Insomnia is just the beginning. When the lack of sleep crosses the limits, many health-punctures show up. Anxiety, depression, stress, etc. become regular visitors. After that, you may see yourself visiting the doctor frequently for health-related issues. In a nutshell, it affects the quality of your life, your lifespan decreases & you cannot find yourself with the same energy anymore.

Before the negativity crawls-in & your daytime activities are disrupted, beware & start taking your mental health seriously. Believe it or not, even the social media platforms throw a lot of depression & anxiety for the millennial generation unknowingly. Don’t be a victim, but understand your mental pace & act accordingly to beat stress-related insomnia.

How does stress affect sleep & lifestyle?

Insomnia, a sleep disorder, is nothing but a persistent difficulty with sleep. Even if you try getting asleep, it’s hard to maintain the quality of sleep. Insomniac people cannot sleep despite having enough time to fall asleep & a comfortable place to sleep. They only see daytime sleepiness, fatigue, irritability, and similar impairments when awake.

Commonly, if you’re unable to sleep well at least three times per week, continuously for three months then you might be suffering from Chronic Insomnia.

The stress that isn’t letting you sleep could be formed because of the following reasons:

· Job dissatisfaction

· Family issues, divorce, or disturbed romantic life

· The departure of a loved one

· Major health issues/injuries

· Sudden changes in routine

Chronic stress isn’t born out of consistent stressful conditions, but if you have anxiety disorder then you’re at a higher risk of suffering from the symptoms of insomnia. Also, if someone’s sleeping schedule keeps shifting due to work-travelling, sudden lifestyle changes, or similar reasons, you’re more likely to suffer from insomnia. Once chronic insomnia gets into your life, you start feeling anxious about sleeping & it starts affecting other aspects of life. Daytime stress increases, which in turn, accelerates insomnia.

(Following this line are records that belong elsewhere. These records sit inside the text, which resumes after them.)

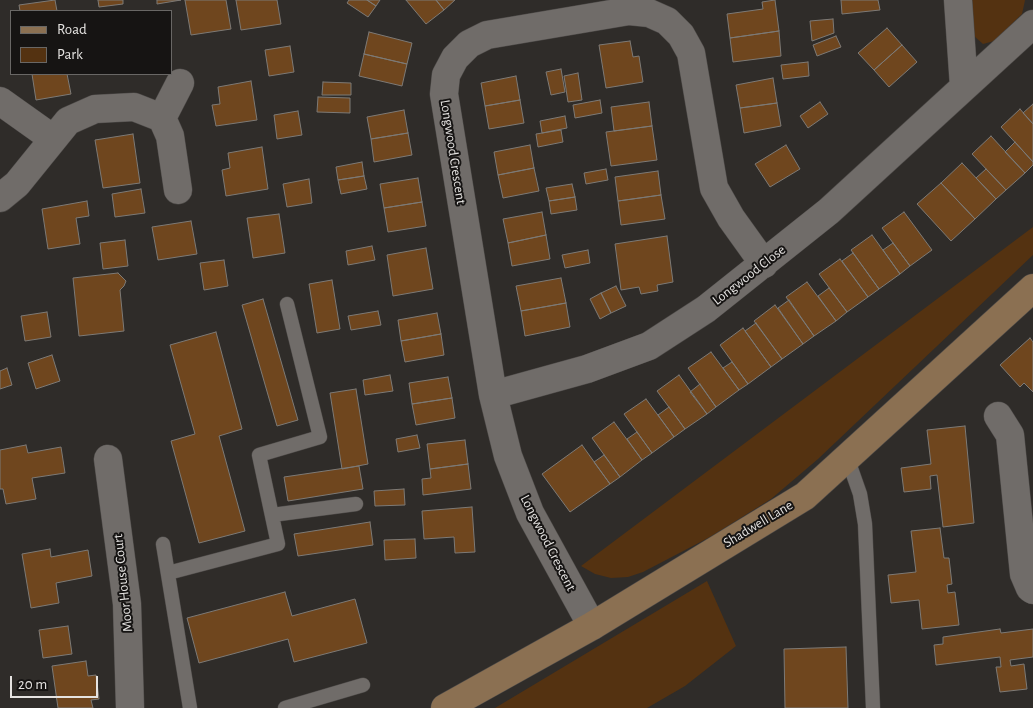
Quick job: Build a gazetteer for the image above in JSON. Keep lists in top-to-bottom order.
{
  "streets": {
    "street": [
      "Longwood Crescent",
      "Longwood Close",
      "Shadwell Lane",
      "Moor House Court"
    ]
  },
  "crossings": [
    ["Longwood Crescent", "Longwood Close"],
    ["Longwood Crescent", "Shadwell Lane"]
  ],
  "legend": ["Road", "Park"],
  "scale_bar": "20 m"
}
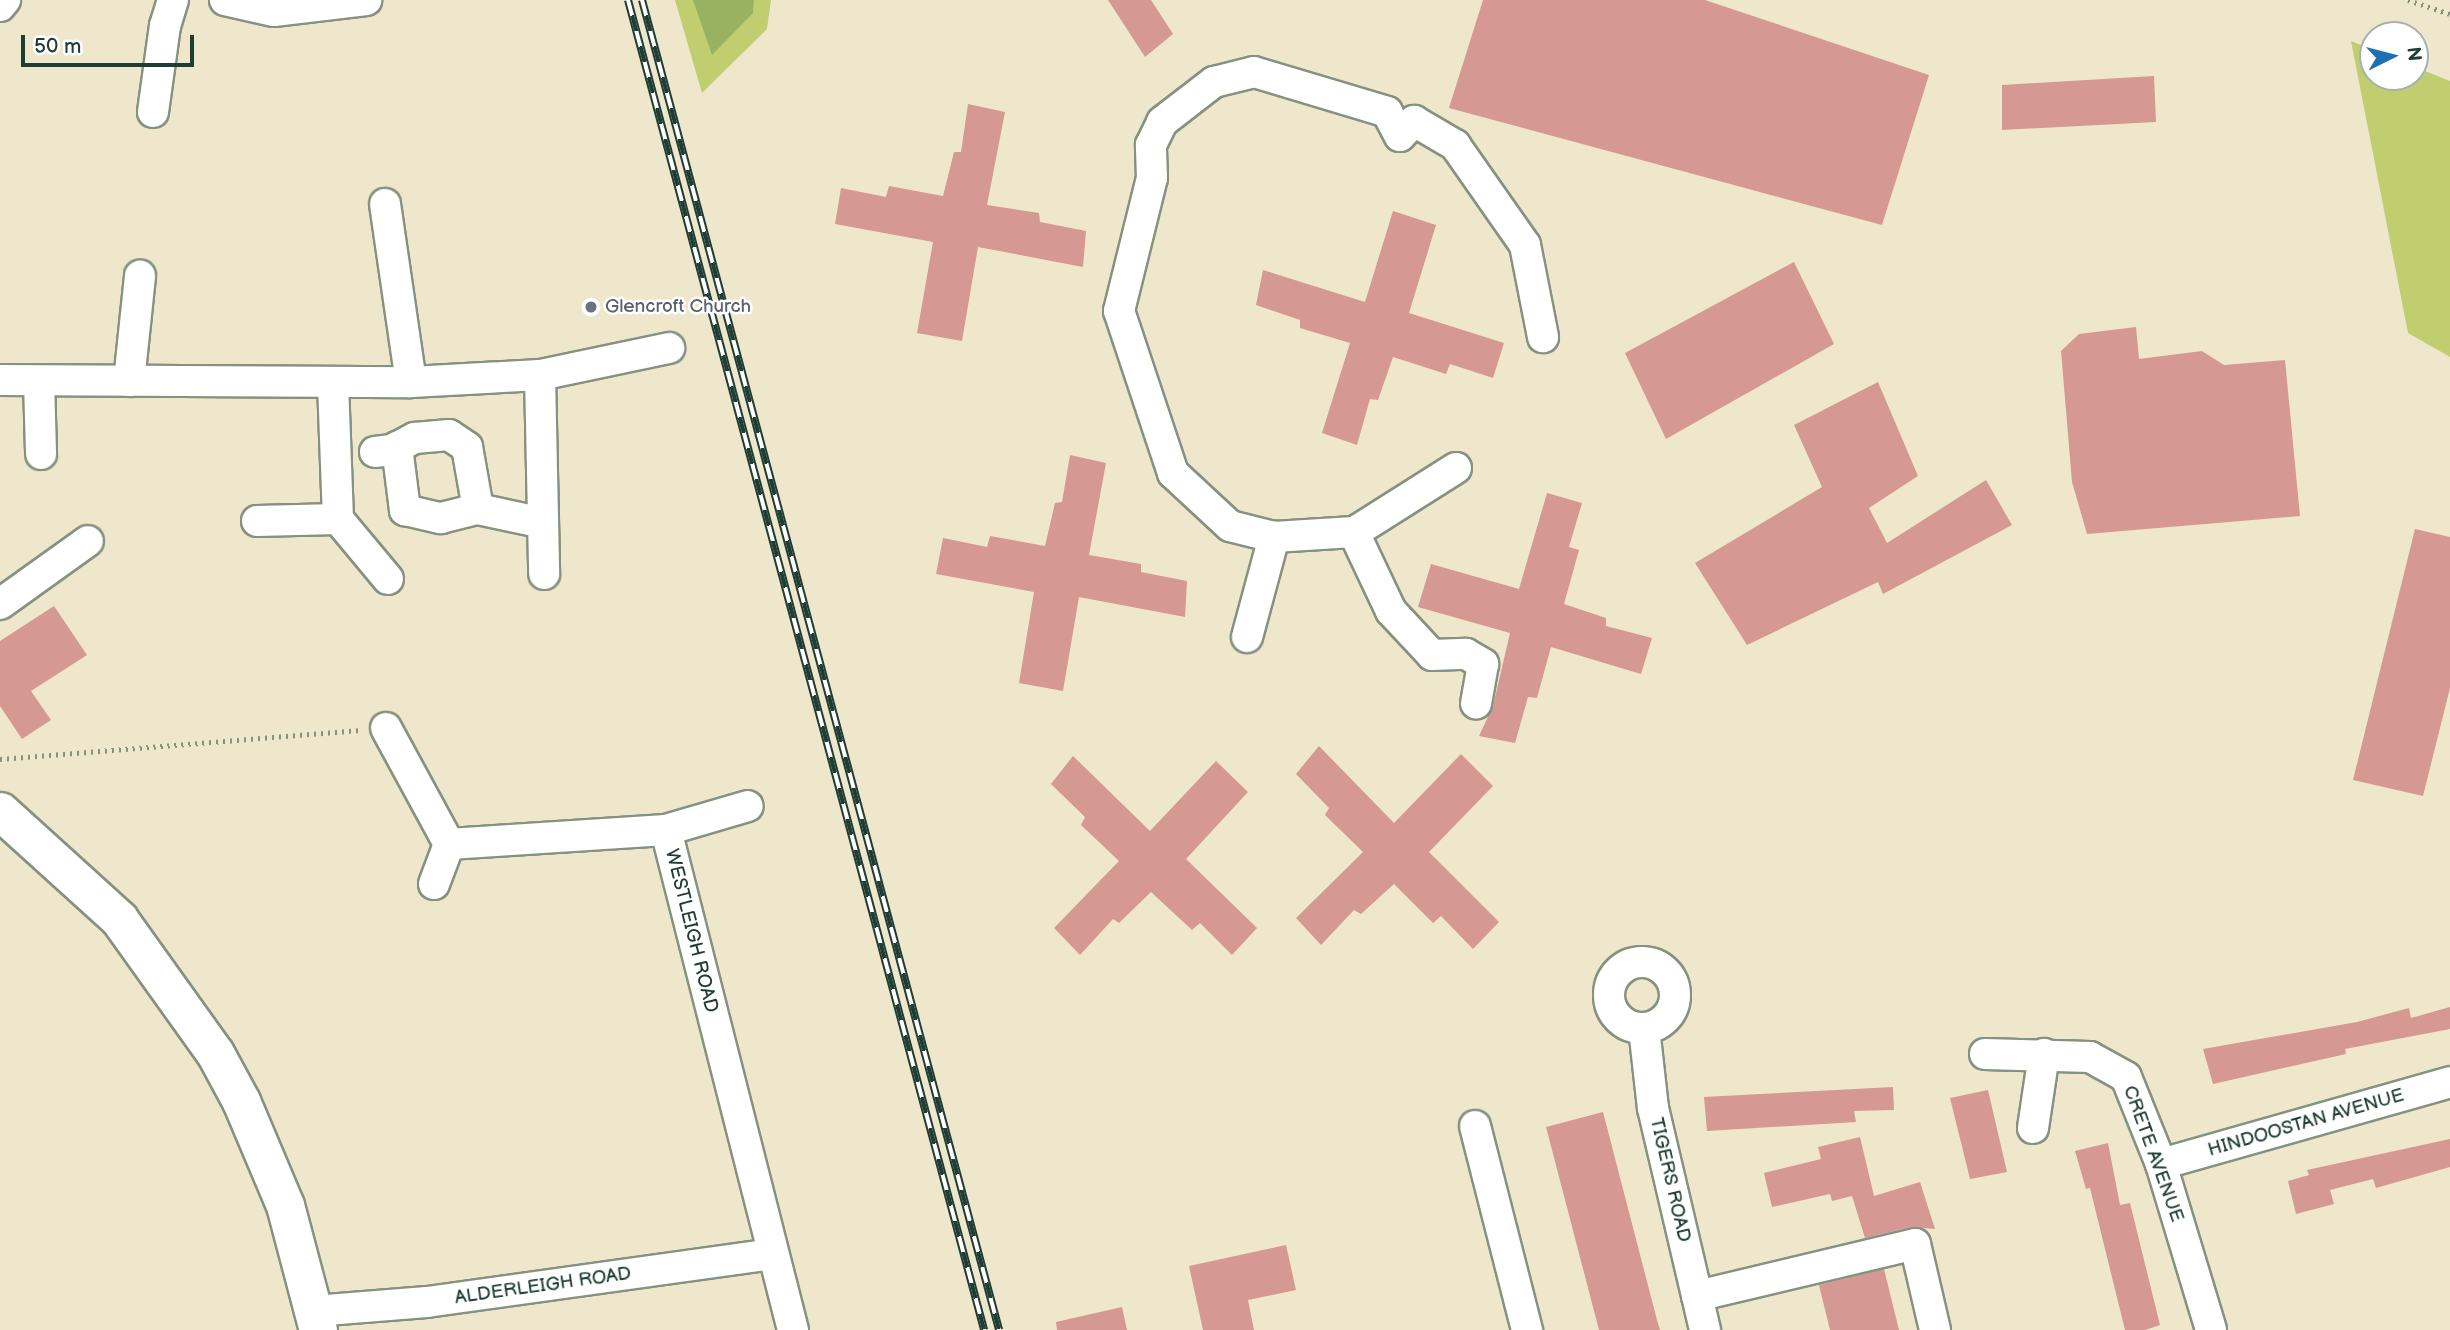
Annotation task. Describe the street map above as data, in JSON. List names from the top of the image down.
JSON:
{
  "streets": {
    "street": [
      "WESTLEIGH ROAD",
      "HINDOOSTAN AVENUE",
      "CRETE AVENUE",
      "TIGERS ROAD",
      "ALDERLEIGH ROAD"
    ]
  },
  "crossings": [
    ["WESTLEIGH ROAD", "ALDERLEIGH ROAD"],
    ["HINDOOSTAN AVENUE", "CRETE AVENUE"]
  ],
  "places": ["Glencroft Church"],
  "scale_bar": "50 m",
  "north": "right"
}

Just like insomnia, the following symptoms also affect the quality of sleep.

· Fatigue & Tiredness

· Difficulty to focus

· Loss of memory

· Deprecated performance in personal & professional life

· Mood swings

· Aggression, Hyperactivity & Behavioral issues

· Low energy de-motivated mentality

· Increased chances of faults & accidents

Though we’ve mentioned that you must be suffering from lack of sleep for at least thrice a week for three months continuously to be diagnosed as an insomniac, you may have short-term insomnia if you’re experiencing this condition for less than three months.

If you don’t have chronic insomnia, but observe the symptoms of short-term sleep apnea, you should make a note of it. Not just adults, children may suffer from these symptoms too. You should take this as a warning because acute stress can grow into chronic stress without you taking note of it.

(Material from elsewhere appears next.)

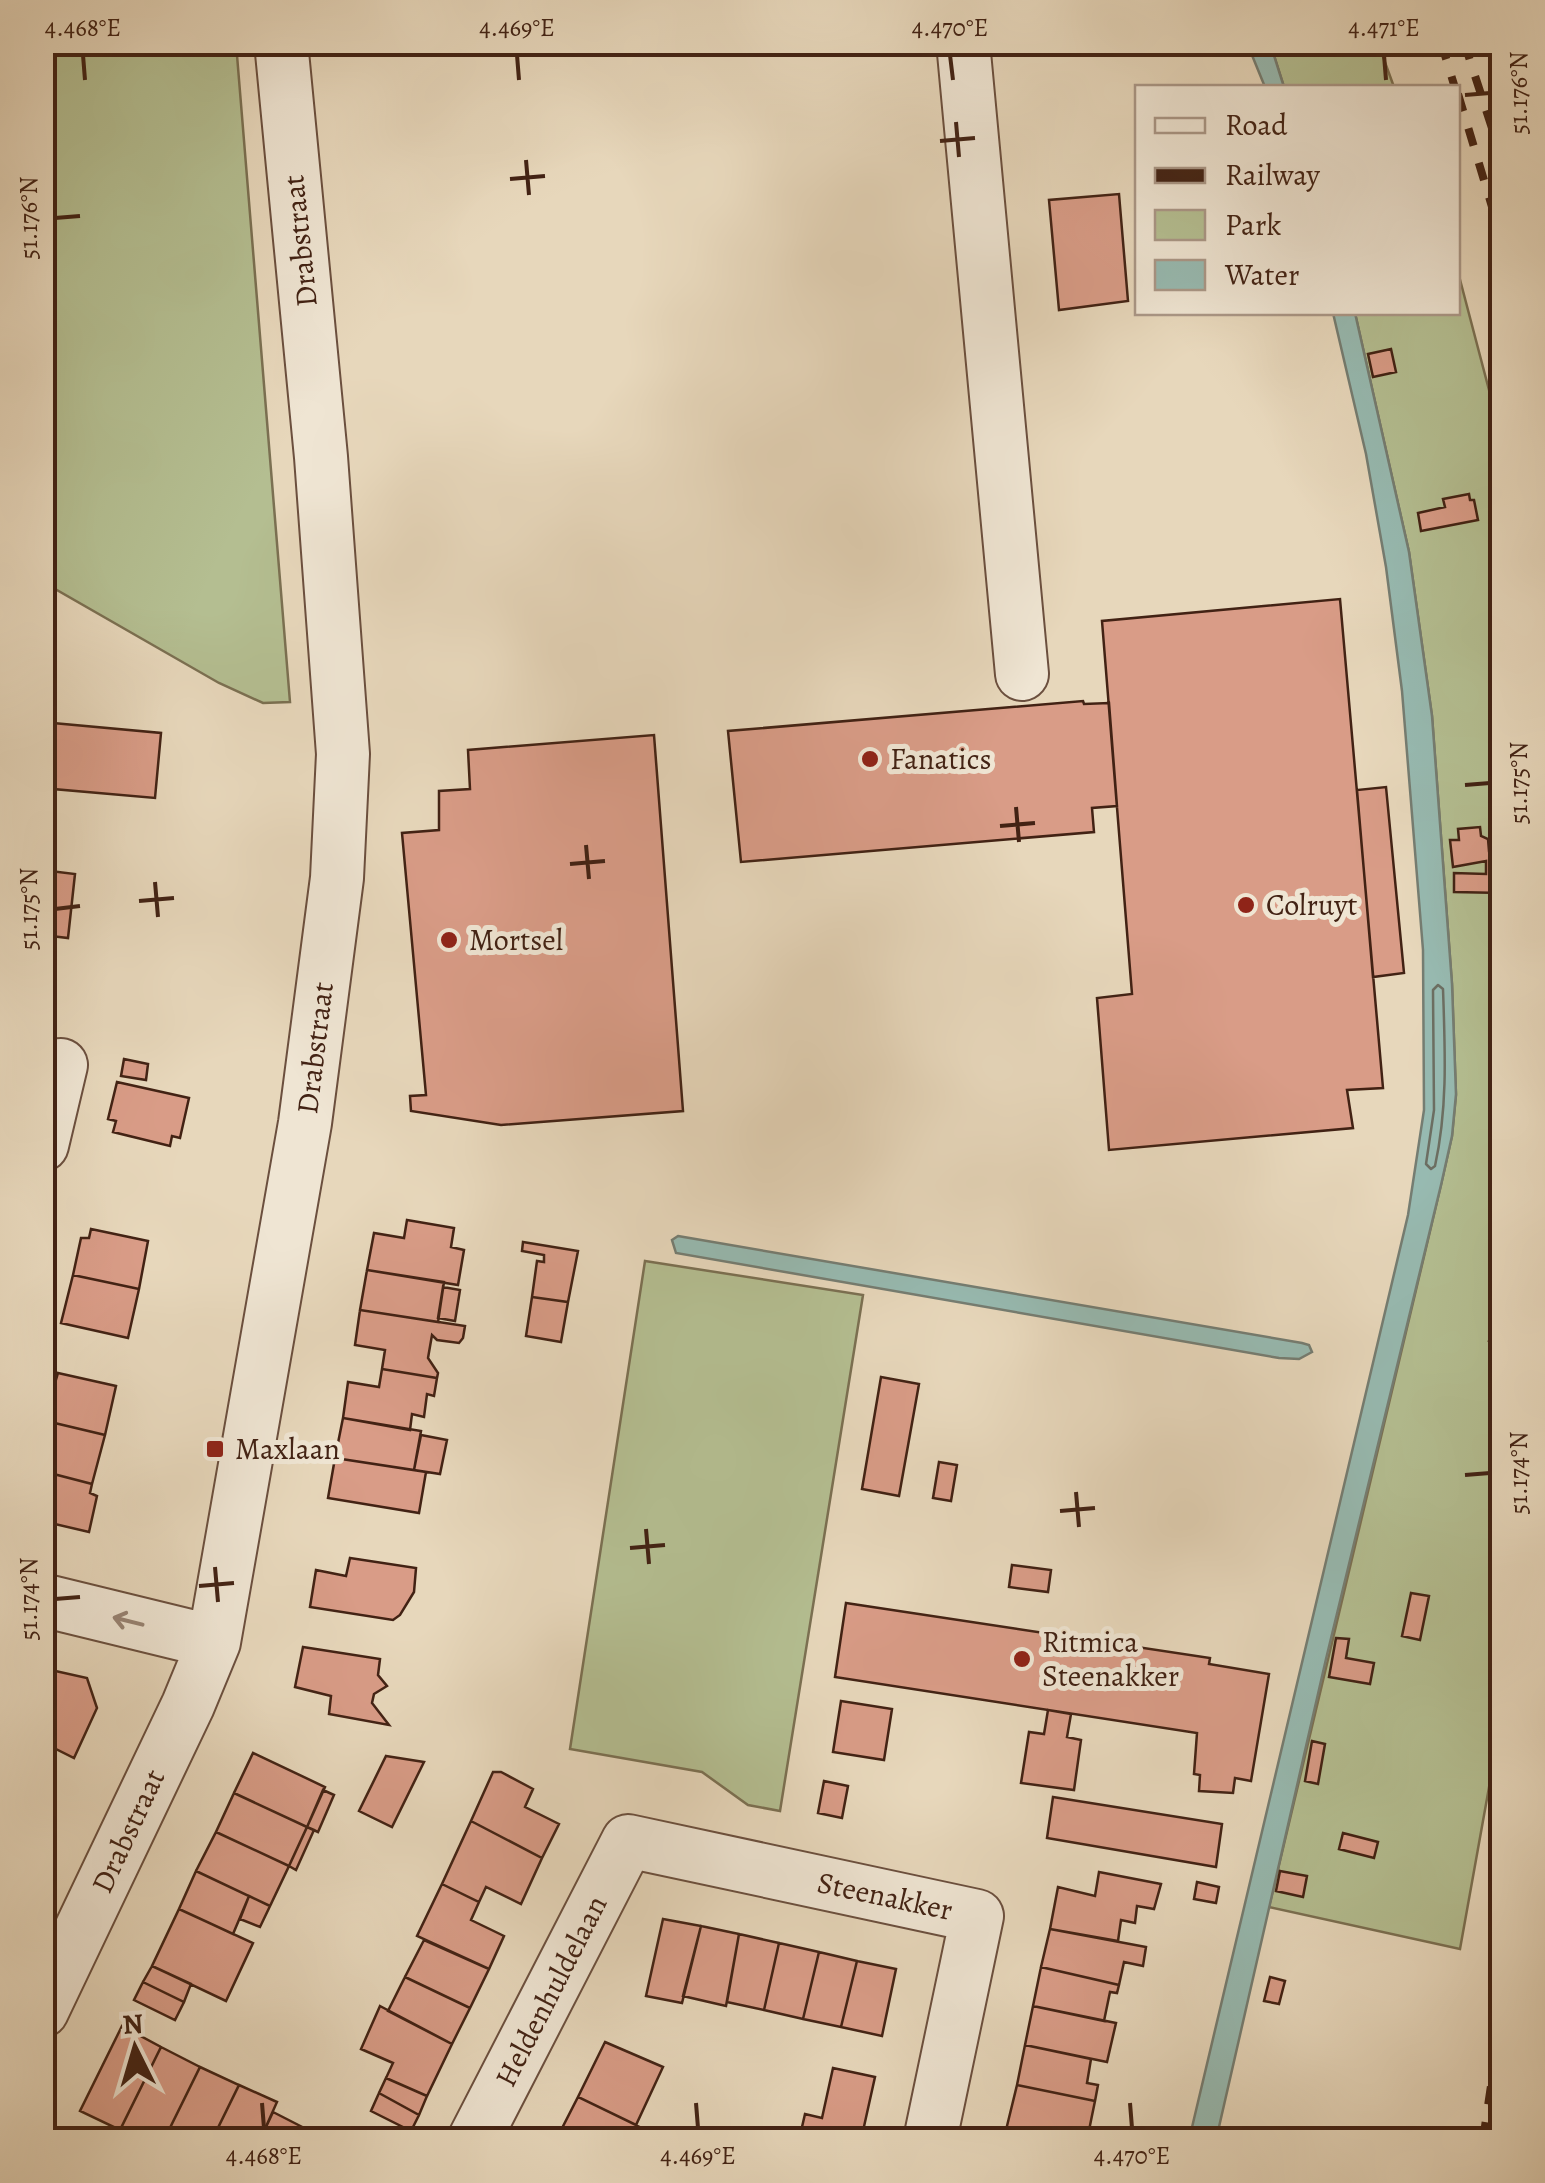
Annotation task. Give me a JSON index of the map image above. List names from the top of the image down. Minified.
{"streets":{"street":["Drabstraat","Steenakker","Heldenhuldelaan"]},"crossings":[["Steenakker","Heldenhuldelaan"]],"places":{"other":["Fanatics","Colruyt","Mortsel","Ritmica Steenakker"],"transit":["Maxlaan"]},"legend":["Road","Railway","Park","Water"],"north":"top","coordinates":["4.468°E","4.469°E","4.470°E","4.471°E","51.176°N","51.175°N","51.174°N"]}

Eventually, you may grow excessive daytime sleepiness & more of such daytime impairments. Critical health issues like hypertension, cardiovascular problems, and diabetes may show up. Obesity also becomes a risk factor with a consistent lack of sleep. You’re worn out of your healthy lifestyle & feel so drenched.

How does good sleep help stress?

It isn’t a luxury, but a minimum requirement for an individual to sleep well. Also, sleeping is often underrated & compromised for social media time or shows. It’s hard to imagine getting a sound sleep if you’re so under stress. Especially, if your day-to-day anxieties are growing, adequate sleep becomes a dream.

Sleep is a therapy that changes your life for the better. For instance, it’s ideal for an adult to sleep 7 to 8 hours properly to give 100% focused & energetic performance throughout the day. The recommended duration for kids is 9 hours at least, to help their physical & psychological functions grow healthy.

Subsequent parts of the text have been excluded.